Below is a system with Python 2.7, clang-format, and no ARM compiler. The bootstrap script in Pigweed’s pw_env_setup module, sets up the current shell to have access to a standardized set of tools—Python 3.8, clang-format, and an ARM compiler among them. All of this is done in a virtual environment so the system’s default environment remains unmodified.

DEVELOPMENT

In typical embedded development, adding even a small change involves the following additional manual steps:
  • Re-building the image
  • Flashing the image to a device
  • Ensuring that the change works as expected
  • Verifying that existing tests continue to pass
This is a huge disparity from web development workflows where file watchers are prevalent—you save a file and instantly see the results of the change.

Pigweed’s pw_watch module solves this inefficiency directly, providing a watcher that automatically invokes a build when a file is saved, and also runs the specific tests affected by the code changes. This drastically reduces the edit-compile-flash-test cycle for changes.



In the demo above, the pw_watch module (on the right) does the following:
  • Detects source file changes
  • Builds the affected libraries, tests, and binaries
  • Flashes the tests to the device (in this case a STM32F429i Discovery board)
  • Runs the specific unit tests
There’s no need to leave your code editor—all of this is done automatically.

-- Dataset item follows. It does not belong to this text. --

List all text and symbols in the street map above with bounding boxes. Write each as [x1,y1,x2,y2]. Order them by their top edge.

You can save additional time by using the pw_target_runner module to run tests in parallel across multiple devices.

CODE SUBMISSION

When developing code as a part of a team, consistent code is an important part of a healthy codebase. However, setting up linters, configuring code formatting, and adding automated presubmit checks is work that often gets delayed indefinitely.

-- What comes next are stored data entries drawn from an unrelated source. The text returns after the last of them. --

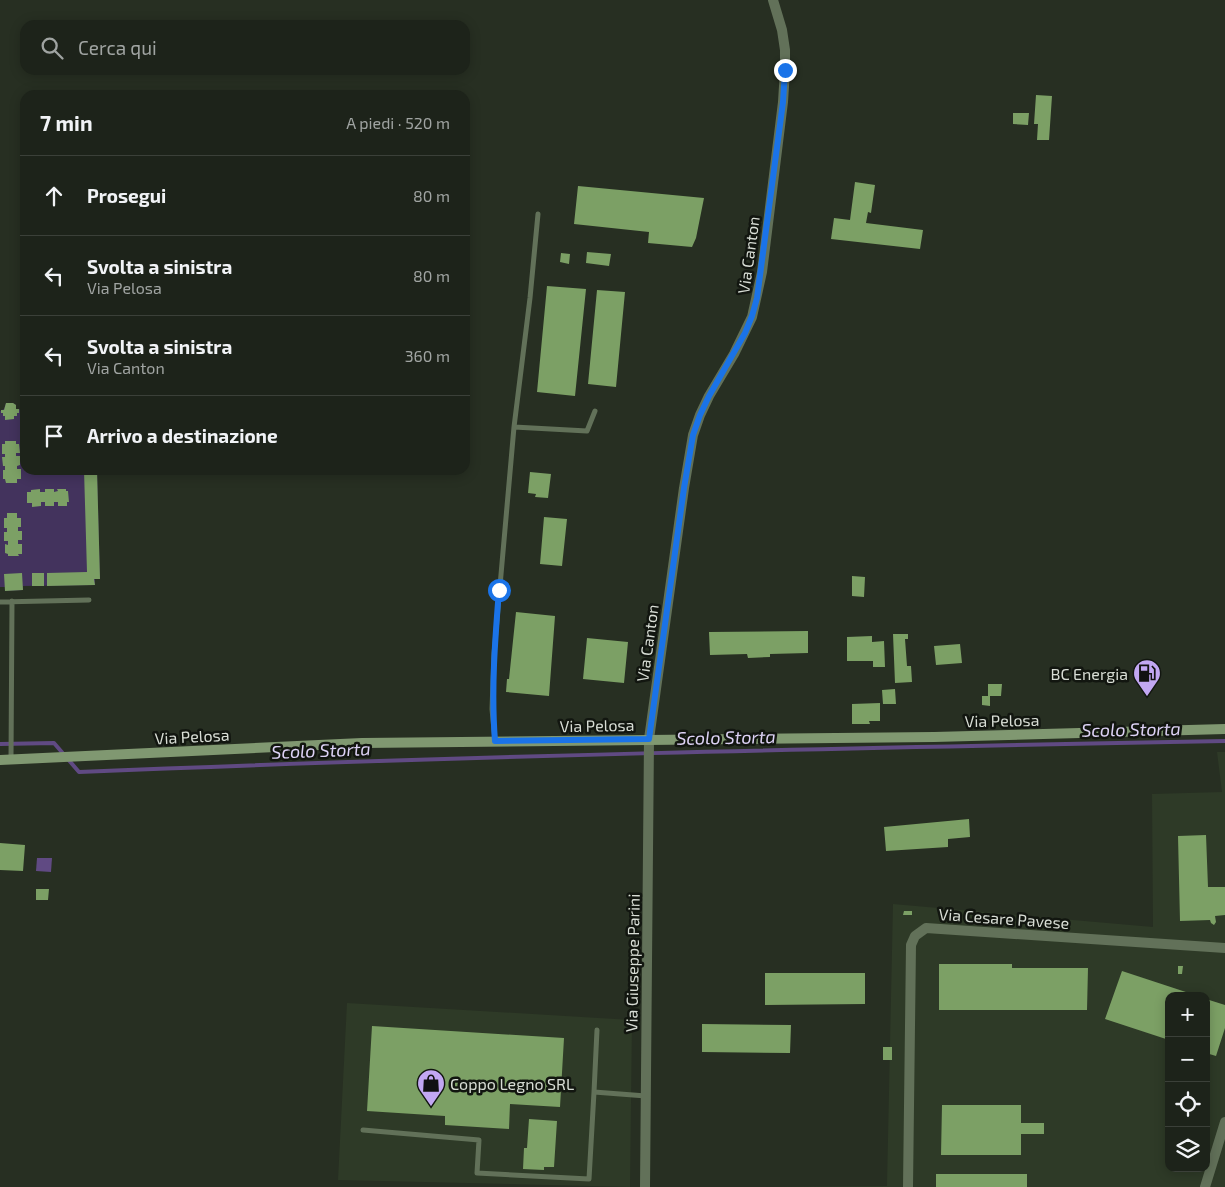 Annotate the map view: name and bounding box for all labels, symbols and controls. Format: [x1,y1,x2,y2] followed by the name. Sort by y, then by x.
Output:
[20,20,470,75] search box
[38,34,66,62] icon: search
[78,36,157,59] text: Cerca qui
[774,59,797,82] route end
[40,110,93,135] text: 7 min
[346,113,450,132] text: A piedi · 520 m
[40,182,68,210] icon: ahead
[87,184,166,207] text: Prosegui
[413,186,450,205] text: 80 m
[733,215,763,295] street label: Via Canton
[87,255,232,278] text: Svolta a sinistra
[40,262,68,290] icon: left
[413,266,450,285] text: 80 m
[87,278,162,297] text: Via Pelosa
[87,335,232,358] text: Svolta a sinistra
[40,342,68,370] icon: left
[405,346,450,365] text: 360 m
[87,358,165,377] text: Via Canton
[40,422,68,450] icon: arrive
[87,424,278,447] text: Arrivo a destinazione
[488,579,511,602] route start
[632,603,662,683] street label: Via Canton
[1132,658,1162,697] fuel station icon: BC Energia
[1051,664,1128,683] place label: BC Energia
[964,710,1040,730] street label: Via Pelosa
[559,715,635,735] street label: Via Pelosa
[1081,717,1181,741] water label: Scolo Storta
[154,725,230,747] street label: Via Pelosa
[676,725,776,749] water label: Scolo Storta
[271,737,371,763] water label: Scolo Storta
[621,894,643,1032] street label: Via Giuseppe Parini
[938,904,1070,932] street label: Via Cesare Pavese
[1165,992,1210,1172] map controls
[1165,992,1210,1037] button: +
[1165,1037,1210,1082] button: −
[416,1068,446,1107] shop icon: Coppo Legno SRL
[450,1074,574,1093] place label: Coppo Legno SRL
[1165,1082,1210,1127] button: locate
[1165,1127,1210,1172] button: layers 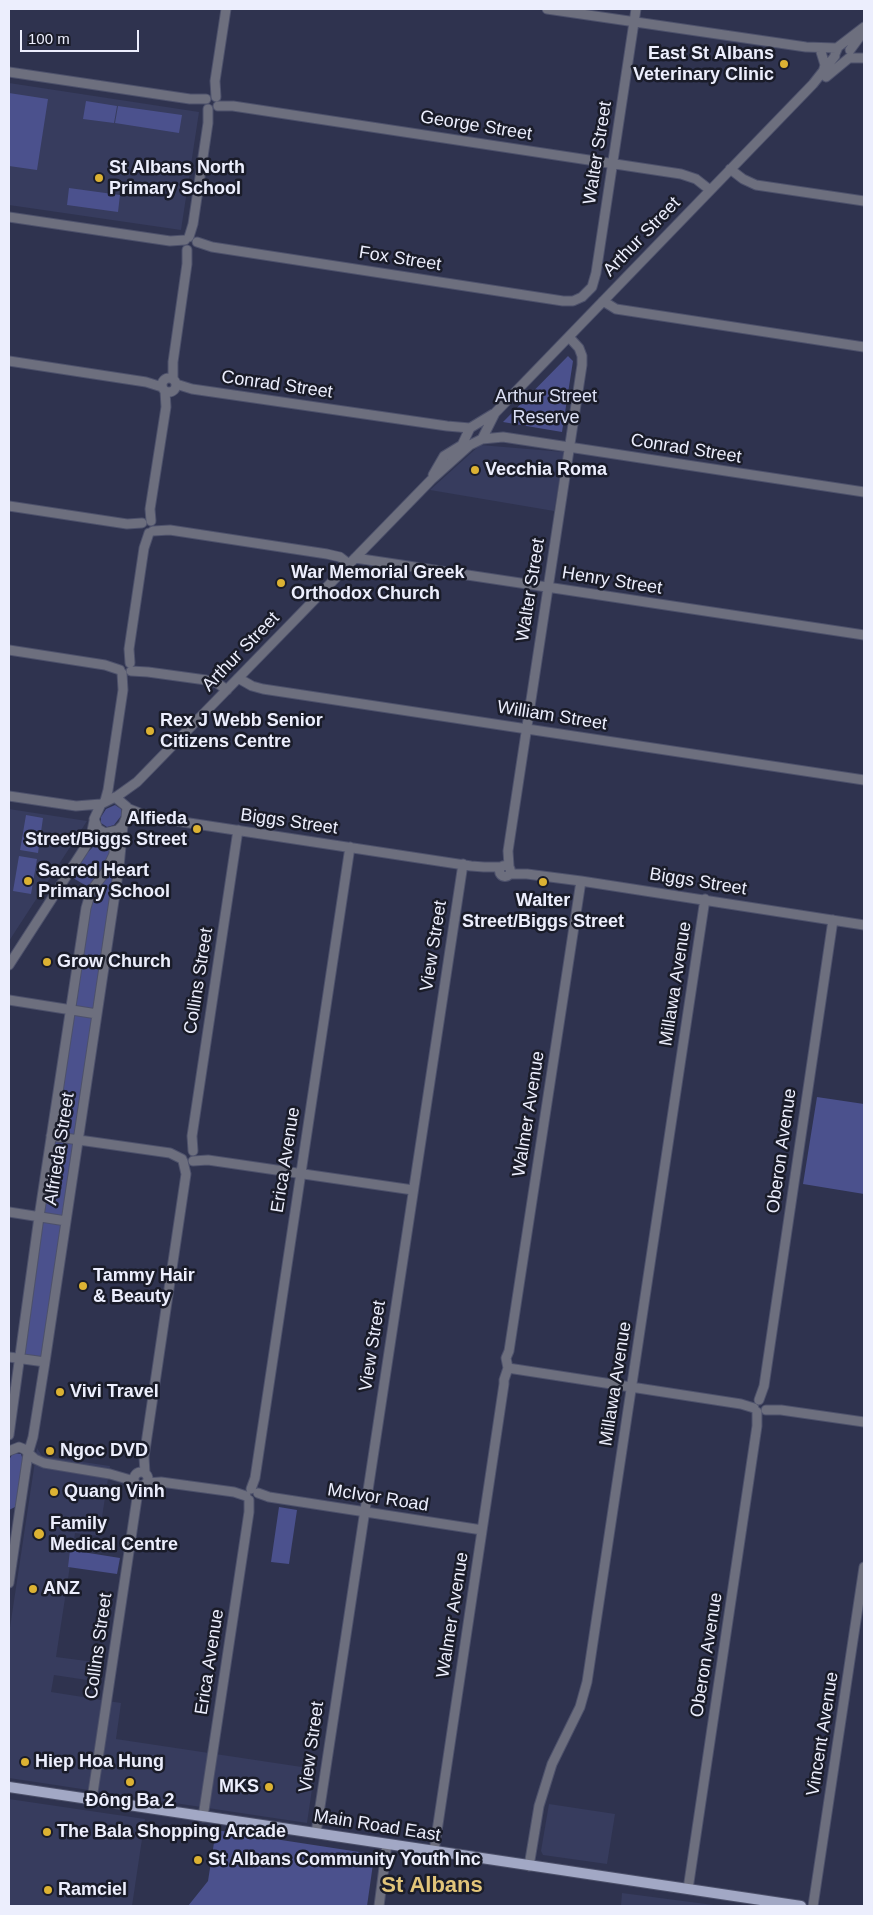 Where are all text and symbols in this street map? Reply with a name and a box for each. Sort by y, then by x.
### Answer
scale bar [22,20,141,52]
text: 100 m [28,30,70,47]
place label: East St Albans Veterinary Clinic [633,43,774,86]
marker: East St Albans Veterinary Clinic [778,58,790,70]
street label: Walter Street [579,100,617,206]
street label: George Street [418,106,534,146]
place label: St Albans North Primary School [109,157,245,200]
marker: St Albans North Primary School [93,172,105,184]
street label: Arthur Street [599,193,685,281]
street label: Fox Street [357,242,443,276]
street label: Conrad Street [220,367,334,403]
park label: Arthur Street Reserve [495,386,597,428]
street label: Conrad Street [629,430,743,468]
place label: Vecchia Roma [485,459,607,481]
marker: Vecchia Roma [469,464,481,476]
street label: Walter Street [512,537,550,643]
place label: War Memorial Greek Orthodox Church [291,562,464,604]
street label: Henry Street [560,562,664,600]
marker: War Memorial Greek Orthodox Church [275,577,287,589]
street label: Arthur Street [198,608,284,696]
street label: William Street [495,697,609,735]
place label: Rex J Webb Senior Citizens Centre [160,710,323,752]
marker: Rex J Webb Senior Citizens Centre [144,725,156,737]
street label: Biggs Street [239,804,339,840]
place label: Alfieda Street/Biggs Street [25,808,187,851]
marker: Alfieda Street/Biggs Street [191,823,203,835]
place label: Sacred Heart Primary School [38,860,170,902]
street label: Biggs Street [648,864,748,900]
marker: Sacred Heart Primary School [22,875,34,887]
marker: Walter Street/Biggs Street [537,876,549,888]
place label: Walter Street/Biggs Street [462,890,624,932]
street label: View Street [416,899,452,993]
street label: Millawa Avenue [655,920,697,1048]
street label: Collins Street [180,926,218,1036]
place label: Grow Church [57,951,171,973]
marker: Grow Church [41,956,53,968]
street label: Walmer Avenue [508,1050,550,1178]
street label: Oberon Avenue [763,1087,801,1215]
street label: Alfrieda Street [40,1091,80,1207]
street label: Erica Avenue [267,1106,305,1214]
place label: Tammy Hair & Beauty [93,1265,195,1308]
marker: Tammy Hair & Beauty [77,1280,89,1292]
street label: View Street [355,1299,391,1393]
street label: Millawa Avenue [595,1320,637,1448]
place label: Vivi Travel [70,1381,159,1403]
marker: Vivi Travel [54,1386,66,1398]
place label: Ngoc DVD [60,1440,148,1462]
marker: Ngoc DVD [44,1445,56,1457]
street label: McIvor Road [326,1479,430,1517]
place label: Quang Vinh [64,1481,165,1503]
marker: Quang Vinh [48,1486,60,1498]
place label: Family Medical Centre [50,1513,178,1556]
marker: Family Medical Centre [32,1527,46,1541]
street label: Walmer Avenue [432,1551,474,1679]
place label: ANZ [43,1578,80,1600]
marker: ANZ [27,1583,39,1595]
street label: Collins Street [81,1591,117,1701]
street label: Oberon Avenue [686,1591,728,1719]
street label: Erica Avenue [191,1608,229,1716]
street label: Vincent Avenue [803,1670,843,1798]
street label: View Street [295,1700,329,1794]
place label: Hiep Hoa Hung [35,1751,164,1773]
marker: Hiep Hoa Hung [19,1756,31,1768]
marker: Đông Ba 2 [124,1776,136,1788]
place label: MKS [219,1776,259,1798]
marker: MKS [263,1781,275,1793]
place label: Đông Ba 2 [85,1790,175,1812]
street label: Main Road East [312,1805,442,1847]
place label: The Bala Shopping Arcade [57,1821,286,1843]
marker: The Bala Shopping Arcade [41,1826,53,1838]
place label: St Albans Community Youth Inc [208,1849,481,1871]
marker: St Albans Community Youth Inc [192,1854,204,1866]
district label: St Albans [381,1873,483,1899]
place label: Ramciel [58,1879,127,1901]
marker: Ramciel [42,1884,54,1896]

Pigweed’s pw_presubmit module provides an off-the-shelf integrated suite of linters, based on tools that you’ve probably already used, that are pre-configured for immediate use for microcontroller developers. This means that your project can have linting and automatic formatting presubmit checks from its inception.

And a bunch of other modules

There are many modules in addition to the ones highlighted above...
  • pw_tokenizer – A module that converts strings to binary tokens at compile time. This enables logging with dramatically less overhead in flash, RAM, and CPU usage.
  • pw_string – Provides the flexibility, ease-of-use, and safety of C++-style string manipulation, but with no dynamic memory allocation and a much smaller binary size impact. Using pw_string in place of the standard C functions eliminates issues related to buffer overflow or missing null terminators.
  • pw_bloat – A module to generate memory reports for output binaries empowering developers with information regarding the memory impact of any change.
  • pw_unit_test – Unit testing is important and Pigweed offers a portable library that’s broadly compatible with Google Test. Unlike Google Test, pw_unit_test is built on top of embedded friendly primitives; for example, it does not use dynamic memory allocation. Additionally, it is to port to new target platforms by implementing the test event handler interface.
  • pw_kvs – A key-value-store implementation for flash-backed persistent storage with integrated wear levelling. This is a lightweight alternative to a file system for embedded devices.
  • pw_cpu_exception_armv7m – Robust low level hardware fault handler for ARM Cortex-M; the handler even has unit tests written in assembly to verify nested-hardware-fault handling!
  • pw_protobuf – An early preview of our wire-format-oriented protocol buffer implementation. This protobuf compiler makes a different set of implementation tradeoffs than the most popular protocol buffer library in this space, nanopb.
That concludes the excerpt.